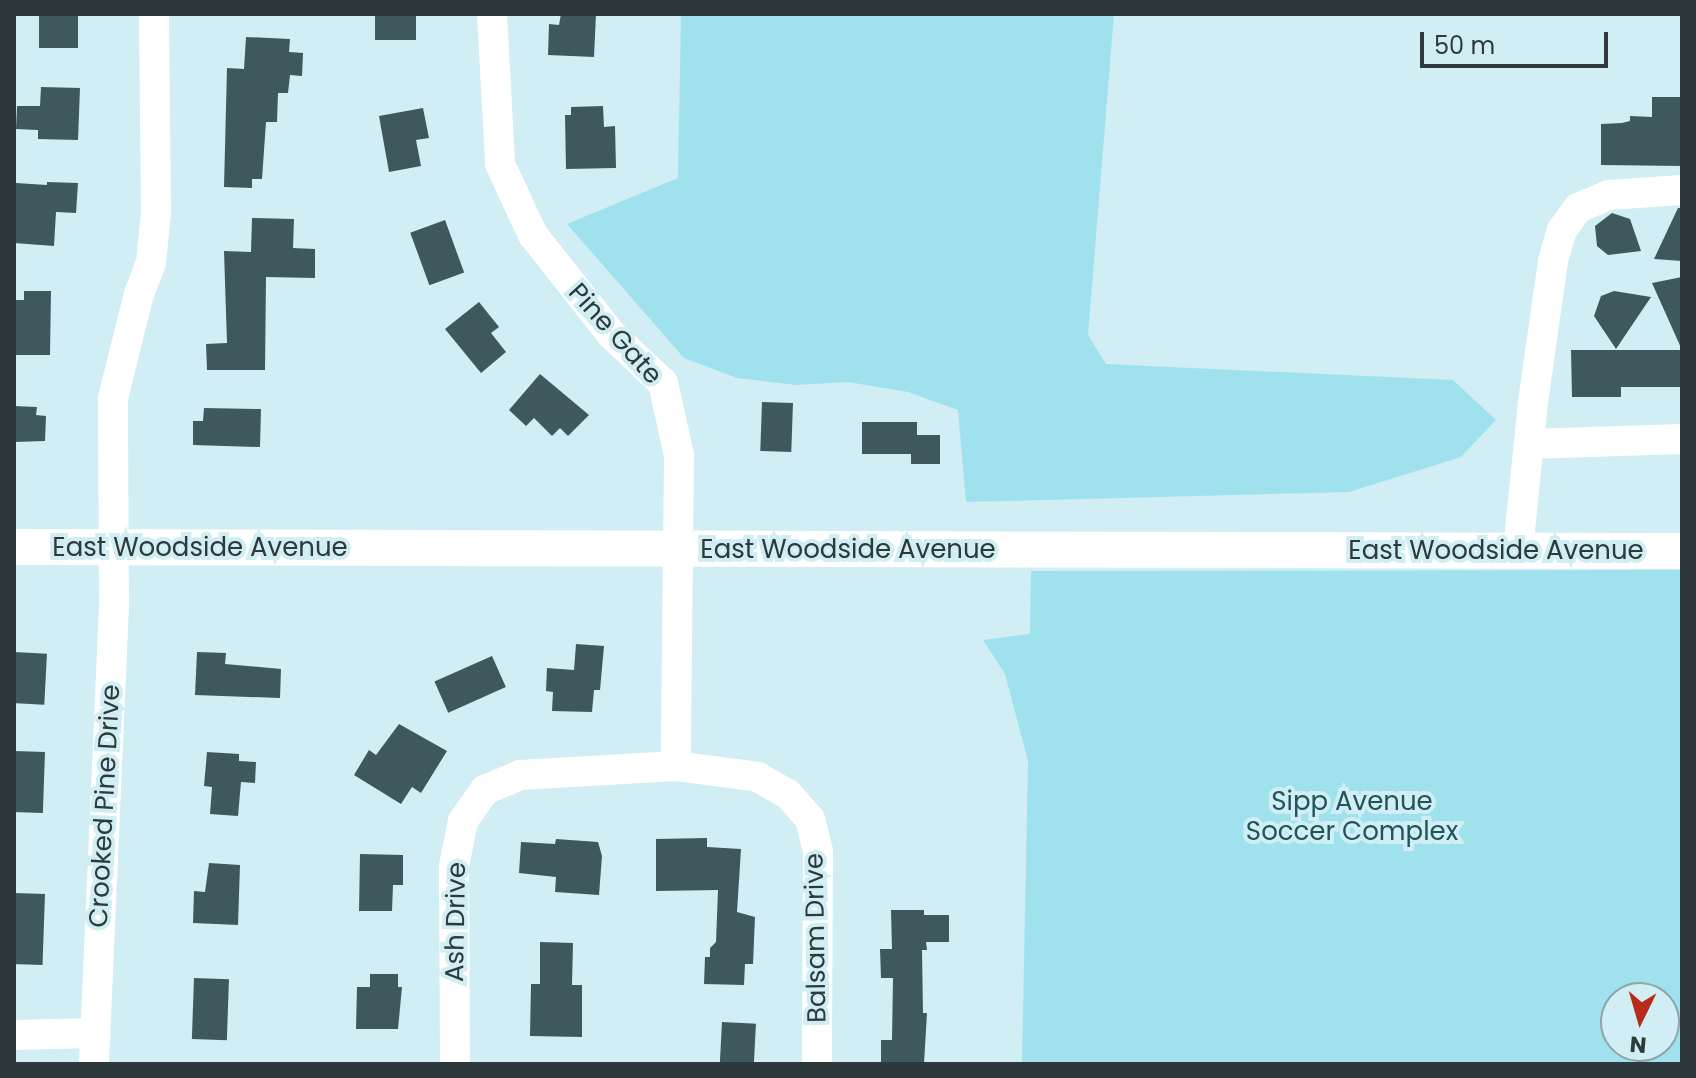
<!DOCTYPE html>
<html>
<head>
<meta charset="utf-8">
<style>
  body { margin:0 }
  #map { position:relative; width:1696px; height:1078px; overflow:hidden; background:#d0eef3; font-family:Poppins,sans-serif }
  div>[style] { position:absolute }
  .green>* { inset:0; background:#9fe2ee }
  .building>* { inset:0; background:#3f585d; transform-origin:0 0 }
  .minor>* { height:30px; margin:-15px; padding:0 15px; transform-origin:15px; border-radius:15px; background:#fff }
  .major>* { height:36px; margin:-18px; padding:0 18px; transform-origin:18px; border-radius:18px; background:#fff }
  span { translate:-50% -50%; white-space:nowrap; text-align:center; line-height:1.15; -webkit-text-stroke:8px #d0eef3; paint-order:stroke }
  .street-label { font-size:26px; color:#2d393b }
  .park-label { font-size:26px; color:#22545c }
  .frame { position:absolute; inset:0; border:16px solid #2d393b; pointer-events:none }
  .north { position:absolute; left:1600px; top:982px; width:80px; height:80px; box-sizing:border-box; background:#d0eef3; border:2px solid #8fa6a9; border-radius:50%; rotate:185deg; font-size:22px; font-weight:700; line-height:32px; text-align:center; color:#2d393b }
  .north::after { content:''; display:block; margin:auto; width:28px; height:36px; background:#b82b1c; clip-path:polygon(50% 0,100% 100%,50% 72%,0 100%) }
  .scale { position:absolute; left:1420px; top:32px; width:188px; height:36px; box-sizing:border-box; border:4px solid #2d393b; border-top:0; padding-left:10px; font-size:24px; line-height:28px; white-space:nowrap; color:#2d393b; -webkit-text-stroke:6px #d0eef3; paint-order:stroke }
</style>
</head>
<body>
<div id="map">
  <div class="green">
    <i style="clip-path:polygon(681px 14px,1114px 14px,1088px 335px,1106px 364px,1453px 380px,1496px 420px,1461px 457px,1349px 492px,966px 502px,958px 410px,908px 392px,848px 382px,797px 385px,737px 378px,684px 358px,567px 224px,678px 178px)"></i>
    <i style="clip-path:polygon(evenodd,1682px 570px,1682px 1064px,1022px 1064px,1028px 761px,1005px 674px,983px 640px,1030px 634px,1031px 571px,1682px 570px,1616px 998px,1664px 998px,1664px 1046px,1616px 1046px,1616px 998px)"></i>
  </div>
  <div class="building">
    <i style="left:39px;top:14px;width:39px;height:34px"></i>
    <i style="left:375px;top:14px;width:41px;height:26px"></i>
    <i style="clip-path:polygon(561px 14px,596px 14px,594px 57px,548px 55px,549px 24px,559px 25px)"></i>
    <i style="clip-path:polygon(246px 37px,290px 39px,289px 52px,303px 53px,302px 76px,290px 75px,288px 93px,278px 93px,277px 122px,266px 122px,262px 179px,252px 179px,252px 188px,224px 187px,227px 68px,244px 69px)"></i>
    <i style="clip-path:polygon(41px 87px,80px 88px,78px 140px,38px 139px,38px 130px,16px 129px,17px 106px,40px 106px)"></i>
    <i style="clip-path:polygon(1652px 97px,1682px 97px,1682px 166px,1601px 165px,1601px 124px,1622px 123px,1630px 121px,1630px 116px,1652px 117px)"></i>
    <i style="clip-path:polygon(603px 106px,604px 127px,615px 126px,616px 168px,566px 169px,565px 115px,571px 115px,571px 107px)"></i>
    <i style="clip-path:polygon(423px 108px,429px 138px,416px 140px,421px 166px,389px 172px,379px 116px)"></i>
    <i style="clip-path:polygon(47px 182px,78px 183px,76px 213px,56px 212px,54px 246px,14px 243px,16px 183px,47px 185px)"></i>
    <i style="clip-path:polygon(1678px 208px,1682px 208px,1682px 261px,1654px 259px)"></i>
    <i style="clip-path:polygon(1612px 213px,1630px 219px,1641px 251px,1608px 255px,1597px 246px,1595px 226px)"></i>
    <i style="clip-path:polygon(252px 218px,294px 219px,293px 248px,315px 249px,315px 278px,266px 277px,265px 370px,207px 370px,206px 344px,227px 343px,224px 251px,251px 252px)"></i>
    <i style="left:445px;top:220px;width:56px;height:37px;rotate:70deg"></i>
    <i style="clip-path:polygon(1682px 277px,1682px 350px,1652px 283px)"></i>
    <i style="clip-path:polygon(24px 291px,51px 291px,50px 355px,14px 355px,14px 300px,24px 300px)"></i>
    <i style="clip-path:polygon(1614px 291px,1651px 297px,1616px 349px,1594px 316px,1601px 296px)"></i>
    <i style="clip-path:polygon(479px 302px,499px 327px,491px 333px,506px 352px,481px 373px,445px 329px)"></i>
    <i style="clip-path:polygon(1571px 350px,1682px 350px,1682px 387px,1621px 387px,1621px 397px,1572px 397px)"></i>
    <i style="clip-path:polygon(540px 374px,589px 415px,568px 436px,560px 428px,552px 436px,534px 418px,526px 426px,509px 410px)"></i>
    <i style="left:762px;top:402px;width:31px;height:49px;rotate:2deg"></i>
    <i style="clip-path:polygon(14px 406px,37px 407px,36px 415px,46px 416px,45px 441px,14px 442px)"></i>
    <i style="clip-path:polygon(204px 408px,261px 409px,260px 447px,193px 445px,193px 421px,203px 421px)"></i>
    <i style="clip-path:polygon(862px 422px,917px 422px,917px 435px,940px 435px,940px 464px,911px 464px,911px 454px,862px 454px)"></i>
    <i style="clip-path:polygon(576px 644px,604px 646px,600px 690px,594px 690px,592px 712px,552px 711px,553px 692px,546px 691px,547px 668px,574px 670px)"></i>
    <i style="left:14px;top:652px;width:33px;height:51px;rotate:3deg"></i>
    <i style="clip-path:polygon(197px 652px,226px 653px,225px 664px,281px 669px,280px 698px,195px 695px)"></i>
    <i style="left:492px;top:656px;width:34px;height:63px;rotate:66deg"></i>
    <i style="clip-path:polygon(399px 724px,447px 751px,421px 793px,412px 787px,401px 804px,354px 775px,369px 750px,376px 755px)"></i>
    <i style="left:14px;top:751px;width:31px;height:61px;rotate:2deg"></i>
    <i style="clip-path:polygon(207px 752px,239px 754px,239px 761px,256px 762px,255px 783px,241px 782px,238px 816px,210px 814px,212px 787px,204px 786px)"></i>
    <i style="clip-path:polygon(707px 838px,707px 847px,741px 849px,737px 912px,755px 917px,753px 964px,745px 964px,744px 985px,704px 984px,705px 957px,710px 957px,710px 948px,716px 942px,718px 890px,656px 891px,656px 839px)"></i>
    <i style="clip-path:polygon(556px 839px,598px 842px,602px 856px,599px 895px,555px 892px,556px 877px,519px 873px,521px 842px,555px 844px)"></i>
    <i style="clip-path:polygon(360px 854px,403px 855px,403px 885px,393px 885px,392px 911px,359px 911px)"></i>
    <i style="clip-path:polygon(209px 863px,240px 865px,238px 925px,193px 923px,194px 891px,205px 892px)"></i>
    <i style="left:14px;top:893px;width:31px;height:71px;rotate:2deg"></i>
    <i style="clip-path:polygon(891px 910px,924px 910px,924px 915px,949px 915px,949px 942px,926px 942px,927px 950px,922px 950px,923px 1013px,927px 1013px,924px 1064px,881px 1064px,881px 1040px,892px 1040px,893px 978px,881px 978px,880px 949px,892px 949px)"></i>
    <i style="clip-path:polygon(540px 942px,573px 943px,572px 985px,582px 985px,582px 1037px,530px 1036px,531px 984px,540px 984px)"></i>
    <i style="clip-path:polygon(370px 974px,398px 974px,398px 987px,402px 987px,398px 1029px,356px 1029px,357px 987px,370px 987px)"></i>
    <i style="left:194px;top:978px;width:35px;height:61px;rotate:2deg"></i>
    <i style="left:722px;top:1022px;width:34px;height:42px;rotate:3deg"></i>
  </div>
  <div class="minor">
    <i style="left:492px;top:14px;width:150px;rotate:86.9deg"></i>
    <i style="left:500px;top:164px;width:78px;rotate:65.1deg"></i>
    <i style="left:533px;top:235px;width:127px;rotate:51.7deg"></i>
    <i style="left:612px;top:335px;width:70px;rotate:43.3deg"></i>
    <i style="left:663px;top:383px;width:74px;rotate:77.5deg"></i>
    <i style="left:679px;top:455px;width:311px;rotate:90.6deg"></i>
    <i style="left:1529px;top:444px;width:153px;rotate:-1.9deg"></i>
    <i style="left:1518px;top:550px;width:149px;rotate:-84.2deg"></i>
    <i style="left:1533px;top:402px;width:142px;rotate:-81.9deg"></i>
    <i style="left:1553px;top:261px;width:32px;rotate:-74deg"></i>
    <i style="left:1562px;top:230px;width:27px;rotate:-54deg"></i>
    <i style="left:1578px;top:208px;width:33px;rotate:-23deg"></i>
    <i style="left:1608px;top:195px;width:74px;rotate:-3.9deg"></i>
    <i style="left:14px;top:1035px;width:80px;rotate:-1.4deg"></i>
    <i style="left:94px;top:1064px;width:454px;rotate:-87.5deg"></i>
    <i style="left:114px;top:610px;width:212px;rotate:-90.3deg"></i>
    <i style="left:113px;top:398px;width:107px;rotate:-76deg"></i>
    <i style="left:139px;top:294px;width:33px;rotate:-69deg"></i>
    <i style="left:151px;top:263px;width:51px;rotate:-84.4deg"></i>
    <i style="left:156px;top:212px;width:198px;rotate:-90.6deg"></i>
    <i style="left:455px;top:1064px;width:198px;rotate:-90.3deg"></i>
    <i style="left:454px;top:866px;width:46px;rotate:-78.7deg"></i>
    <i style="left:463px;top:821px;width:38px;rotate:-55deg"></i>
    <i style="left:485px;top:790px;width:38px;rotate:-23deg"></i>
    <i style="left:520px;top:775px;width:156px;rotate:-3.3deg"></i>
    <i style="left:676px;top:766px;width:83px;rotate:7.6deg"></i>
    <i style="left:758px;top:777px;width:34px;rotate:30deg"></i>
    <i style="left:788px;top:794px;width:33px;rotate:49deg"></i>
    <i style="left:810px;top:819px;width:34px;rotate:76deg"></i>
    <i style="left:818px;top:852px;width:212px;rotate:90.3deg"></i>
  </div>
  <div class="major">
    <i style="left:14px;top:547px;width:1668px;rotate:0.14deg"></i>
  </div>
  <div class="street-label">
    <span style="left:615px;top:334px;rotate:48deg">Pine Gate</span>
    <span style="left:200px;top:548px">East Woodside Avenue</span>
    <span style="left:848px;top:550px">East Woodside Avenue</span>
    <span style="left:1496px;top:551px">East Woodside Avenue</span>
    <span style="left:105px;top:806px;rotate:-87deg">Crooked Pine Drive</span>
    <span style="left:456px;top:922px;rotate:-89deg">Ash Drive</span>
    <span style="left:816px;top:938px;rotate:-91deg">Balsam Drive</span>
  </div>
  <div class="park-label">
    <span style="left:1352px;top:817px">Sipp Avenue<br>Soccer Complex</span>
  </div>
  <div class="frame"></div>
  <div class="north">N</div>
  <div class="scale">50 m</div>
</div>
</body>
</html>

==================================================

**EXERCISE BRIEF**. Repeat the lines above, starting at the first and stopping after the line that holds "position:absolute; left:1600px; top:982px;", with the pictures left out.

**RESULT OF THE EXERCISE**.
<!DOCTYPE html>
<html>
<head>
<meta charset="utf-8">
<style>
  body { margin:0 }
  #map { position:relative; width:1696px; height:1078px; overflow:hidden; background:#d0eef3; font-family:Poppins,sans-serif }
  div>[style] { position:absolute }
  .green>* { inset:0; background:#9fe2ee }
  .building>* { inset:0; background:#3f585d; transform-origin:0 0 }
  .minor>* { height:30px; margin:-15px; padding:0 15px; transform-origin:15px; border-radius:15px; background:#fff }
  .major>* { height:36px; margin:-18px; padding:0 18px; transform-origin:18px; border-radius:18px; background:#fff }
  span { translate:-50% -50%; white-space:nowrap; text-align:center; line-height:1.15; -webkit-text-stroke:8px #d0eef3; paint-order:stroke }
  .street-label { font-size:26px; color:#2d393b }
  .park-label { font-size:26px; color:#22545c }
  .frame { position:absolute; inset:0; border:16px solid #2d393b; pointer-events:none }
  .north { position:absolute; left:1600px; top:982px; width:80px; height:80px; box-sizing:border-box; background:#d0eef3; border:2px solid #8fa6a9; border-radius:50%; rotate:185deg; font-size:22px; font-weight:700; line-height:32px; text-align:center; color:#2d393b }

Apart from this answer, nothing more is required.